Seventy years ago, the United Nations was created from the ashes of the Second World War. Seven decades later, in Paris, nations have united in the face of another threat -- the threat to life as we know it due to a rapidly warming planet.
Governments have ushered in a new era of global cooperation on climate change -- one of the most complex issues ever to confront humanity. In doing so, they have significantly advanced efforts to uphold our charter mandate to "save succeeding generations."
The Paris Agreement is a triumph for people, the environment and for multilateralism. It is a health insurance policy for the planet. For the first time, every country in the world has pledged to curb their emissions, strengthen resilience and act internationally and domestically to address climate change.
Together, countries have agreed that, in minimizing risks of climate change, the national interest is best served by pursuing the common good. I believe it is an example we could gainfully follow across the political agenda.
A fruitful year
The victory in Paris caps a remarkable year. From the Sendai Framework for Disaster Risk Reduction to the Addis Ababa Action Agenda on Financing for Development, from the historic Sustainable Development Summit in New York to the climate conference in Paris, this has been a year in which the United Nations has proven its ability to deliver hope and healing to the world.
Since my first days in office, I have called climate change the defining challenge of our time. That is why I have made it a top priority of my tenure. I have spoken with nearly every world leader about the threat climate change poses to our economies, our security and our very survival. I have visited every continent and met communities living on the climate front lines.
I have been moved by suffering and inspired by the solutions that will make our world safer and more prosperous.
I have participated in every United Nations climate conference. The three Climate Summits I convened mobilized political will and catalyzed innovative action by governments, business and civil society. The Paris Action Agenda, along with the commitments made at last year's Climate Summit, show that the answers are there.
What was once unthinkable is now unstoppable. The private sector is already investing increasingly in a low-emissions future. The solutions are increasingly affordable and available, and many more are poised to come, especially after the success of Paris.
The Paris Agreement delivered on all the key points I called for. Markets now have the clear signal they need to scale up investments that will generate low-emissions, climate-resilient development.
All countries have agreed to work to limit global temperature rise to well below 2 C and, given the grave risks, to strive for 1.5 C. This is especially important for the nations of Africa, small island developing states and least developed countries.

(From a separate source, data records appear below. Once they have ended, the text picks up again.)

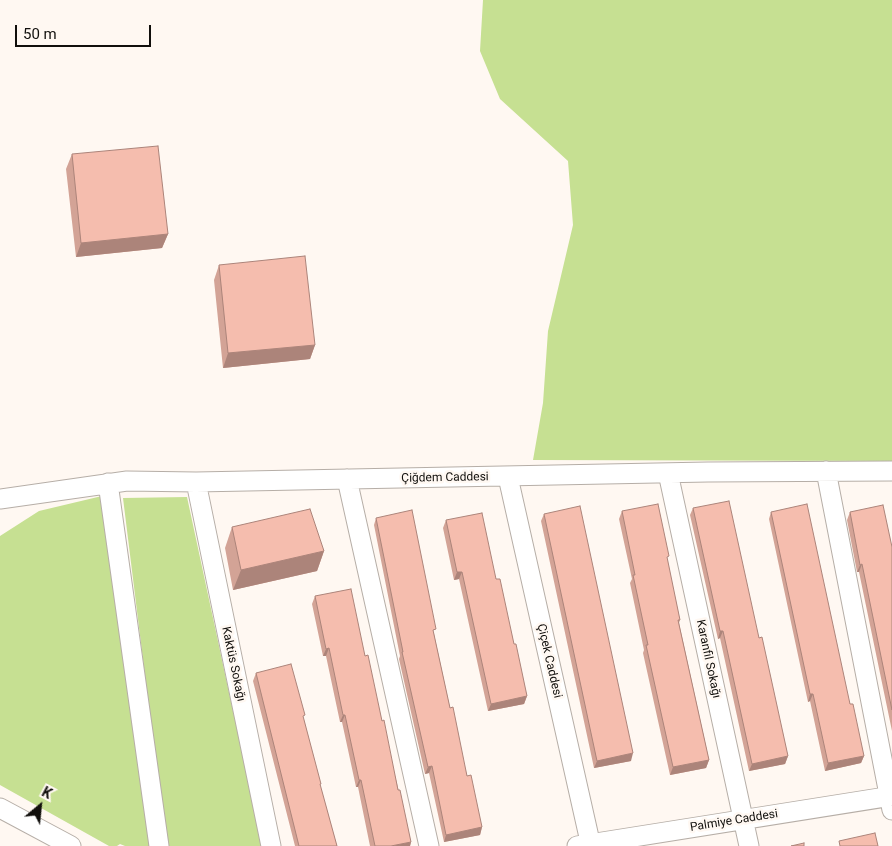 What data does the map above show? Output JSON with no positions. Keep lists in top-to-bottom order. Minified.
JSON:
{"streets":{"street":["Çiğdem Caddesi","Karanfil Sokağı","Çiçek Caddesi","Kaktüs Sokağı","Palmiye Caddesi"]},"crossings":[["Çiğdem Caddesi","Karanfil Sokağı"],["Çiğdem Caddesi","Çiçek Caddesi"],["Çiğdem Caddesi","Kaktüs Sokağı"],["Karanfil Sokağı","Palmiye Caddesi"],["Çiçek Caddesi","Palmiye Caddesi"]],"scale_bar":"50 m","north":"top right"} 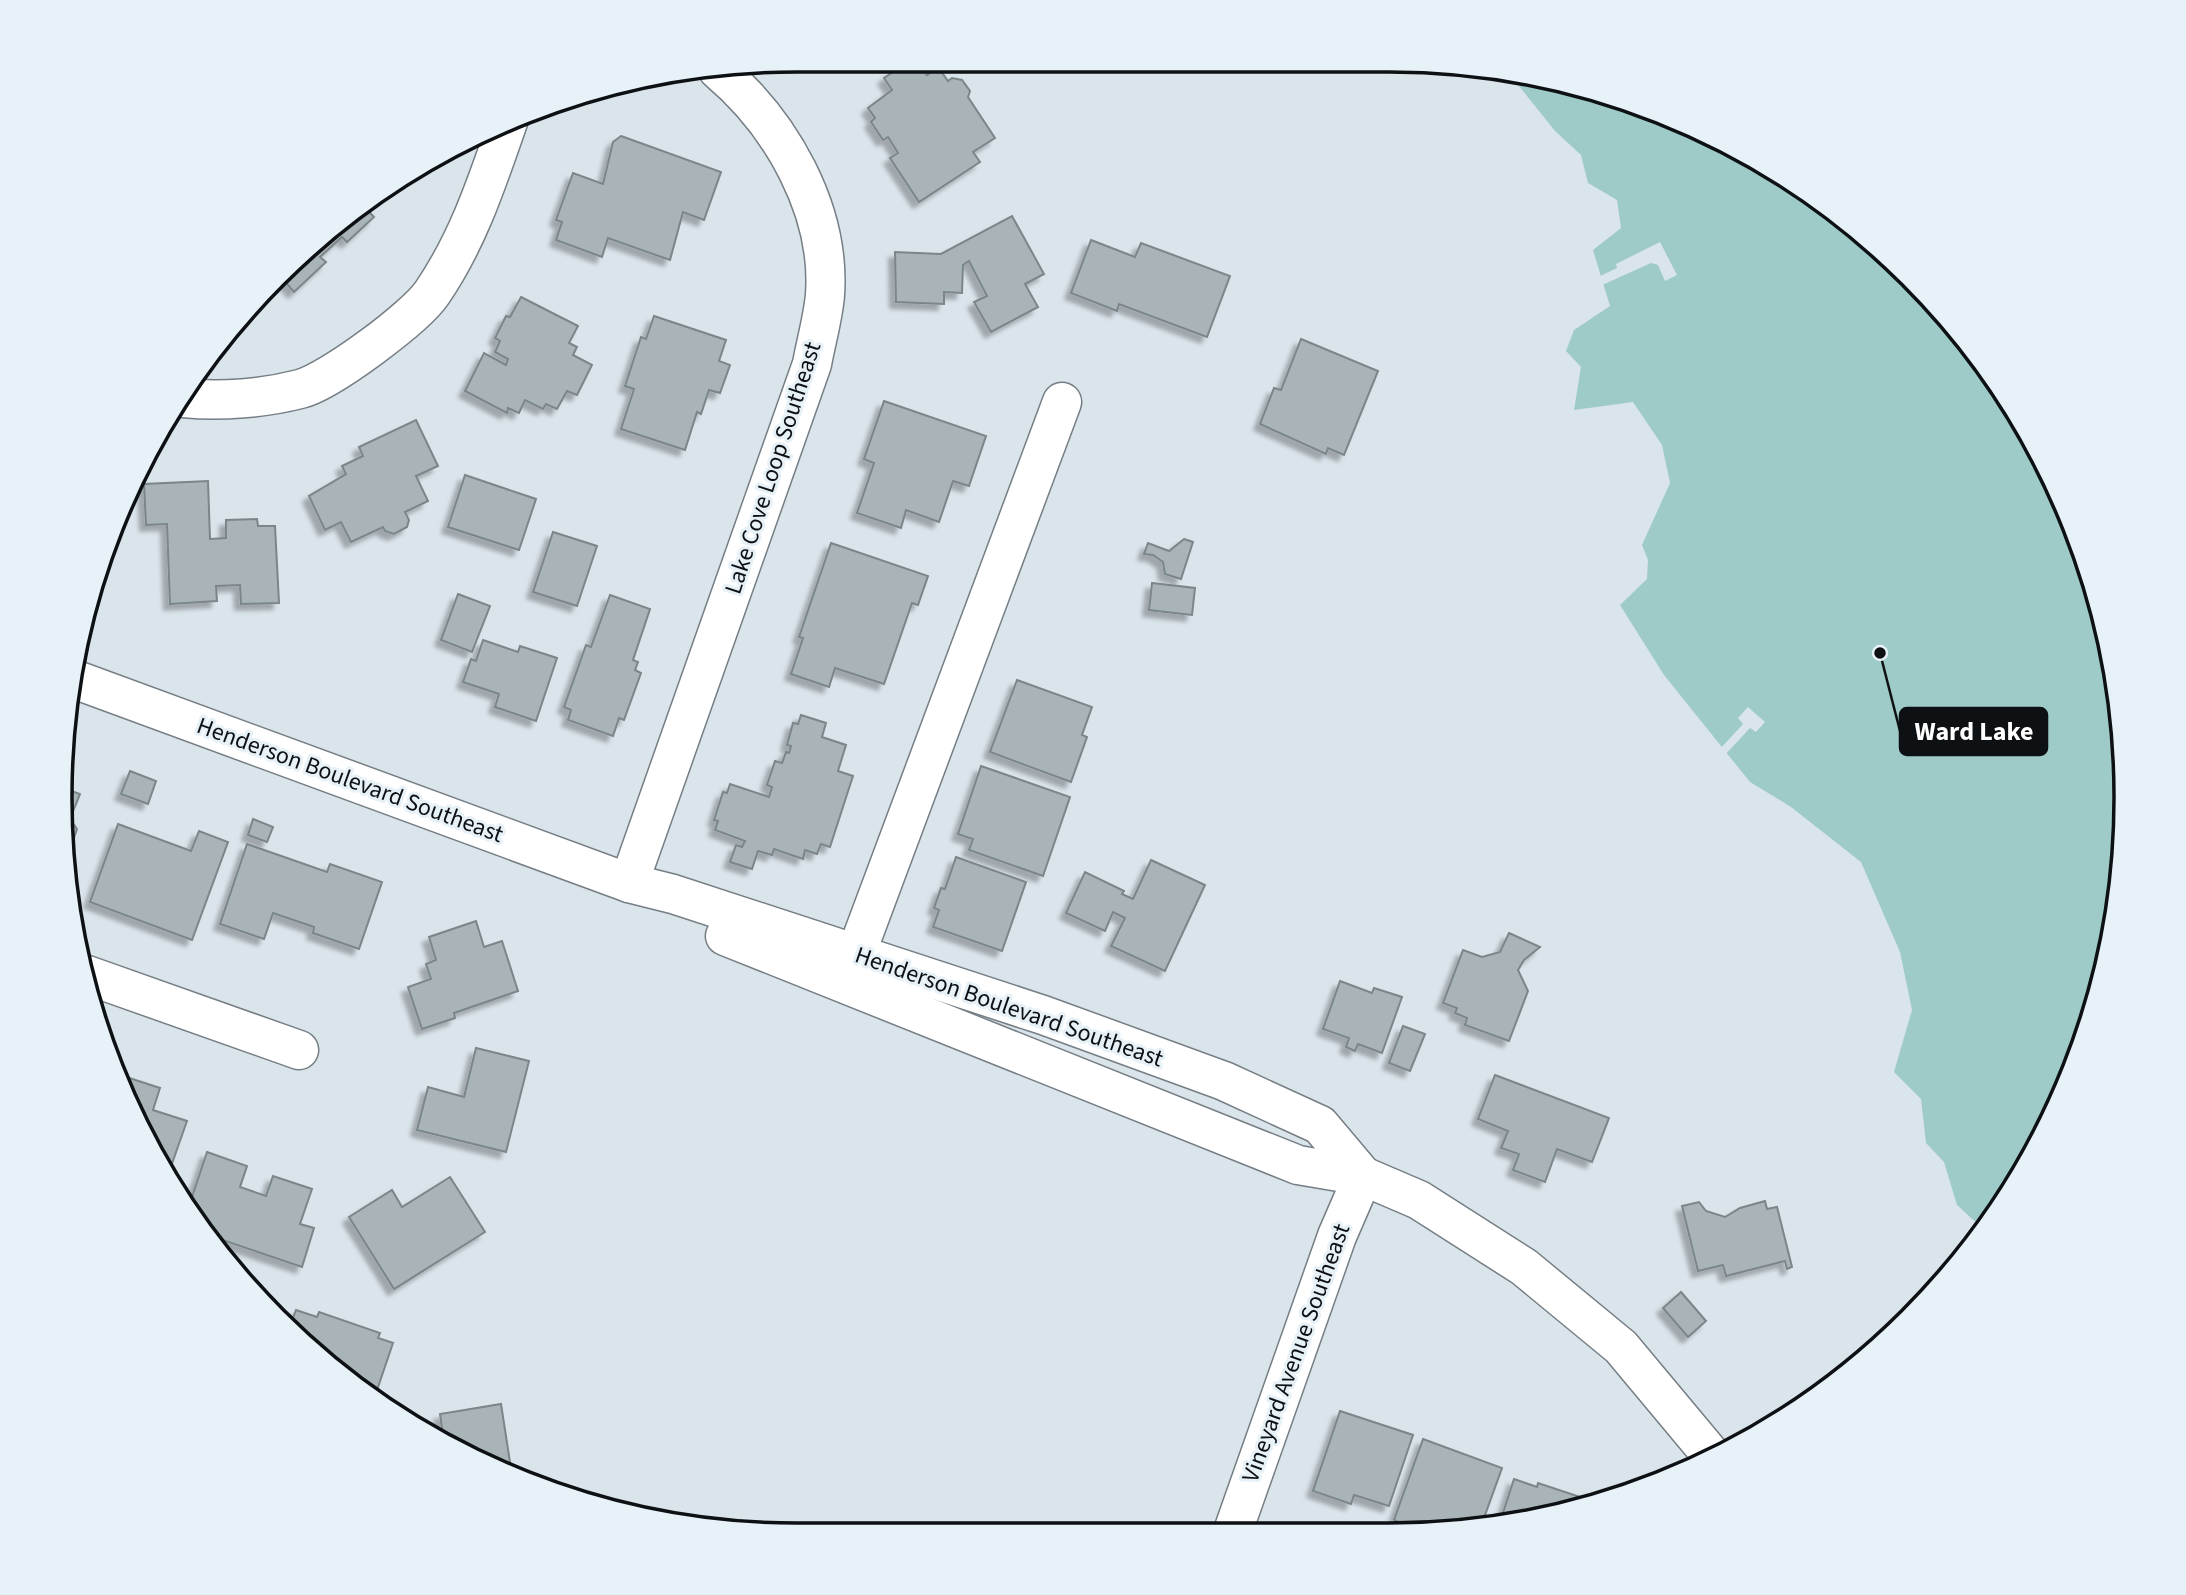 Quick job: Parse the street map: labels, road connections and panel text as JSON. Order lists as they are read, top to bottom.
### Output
{
  "streets": {
    "main road": ["Lake Cove Loop Southeast", "Henderson Boulevard Southeast", "Vineyard Avenue Southeast"]
  },
  "crossings": [
    ["Lake Cove Loop Southeast", "Henderson Boulevard Southeast"],
    ["Henderson Boulevard Southeast", "Vineyard Avenue Southeast"]
  ],
  "places": ["Ward Lake"]
}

In Paris, countries agreed on a long-term goal to cap global greenhouse gas emissions as soon as possible in the second half of the century. One hundred and eighty-eight countries have now submitted their intended nationally determined contributions, describing what they are prepared to do to reduce emissions and build climate resilience.
Currently, these national targets have already significantly bent the emissions curve downwards. But, collectively, they still leave us with an unacceptably dangerous 3 C temperature rise. That is why countries in Paris pledged that they will review their national climate plans every five years, beginning in 2018. This will allow them to increase ambition in line with what science demands.
The Paris Agreement also ensures sufficient, balanced adaptation and mitigation support for developing countries, especially the poorest and most vulnerable. And it will help to scale up global efforts to address and minimize loss and damage from climate change.
Governments have agreed to binding, robust, transparent rules of the road to ensure that all countries do what they have said they would do. Developed countries have agreed to lead in mobilizing finance and to scale up technology support and capacity building. And developing countries have assumed increasing responsibility to address climate change in line with their capabilities.
In acknowledging this historic achievement, I would be remiss if I did not recognize the leadership and vision of the business community and civil society. They have highlighted both the stakes and the solutions. I salute them for their outstanding display of climate citizenship.
Getting to work
Now, with the Paris Agreement in place, our thoughts must immediately turn to implementation. By addressing climate change we are advancing the 2030 Agenda for Sustainable Development. The Paris Agreement has positive implications for all the Sustainable Development Goals. We are poised to enter a new era of opportunity.
As governments, business and civil society begin the mammoth project of tackling climate change and realizing the Sustainable Development Goals, the United Nations will assist member states and society at large at every stage. As a first step in implementing the Paris Agreement, I will convene, as requested by the Agreement and by the Convention, a high-level signing ceremony in New York, on 22 April next year.
I will invite world leaders to come to help keep and increase momentum. By working together, we can achieve our shared objective to end poverty, strengthen peace and ensure a life of dignity and opportunity for all.
Ban Ki-moon is secretary-general of the United Nations.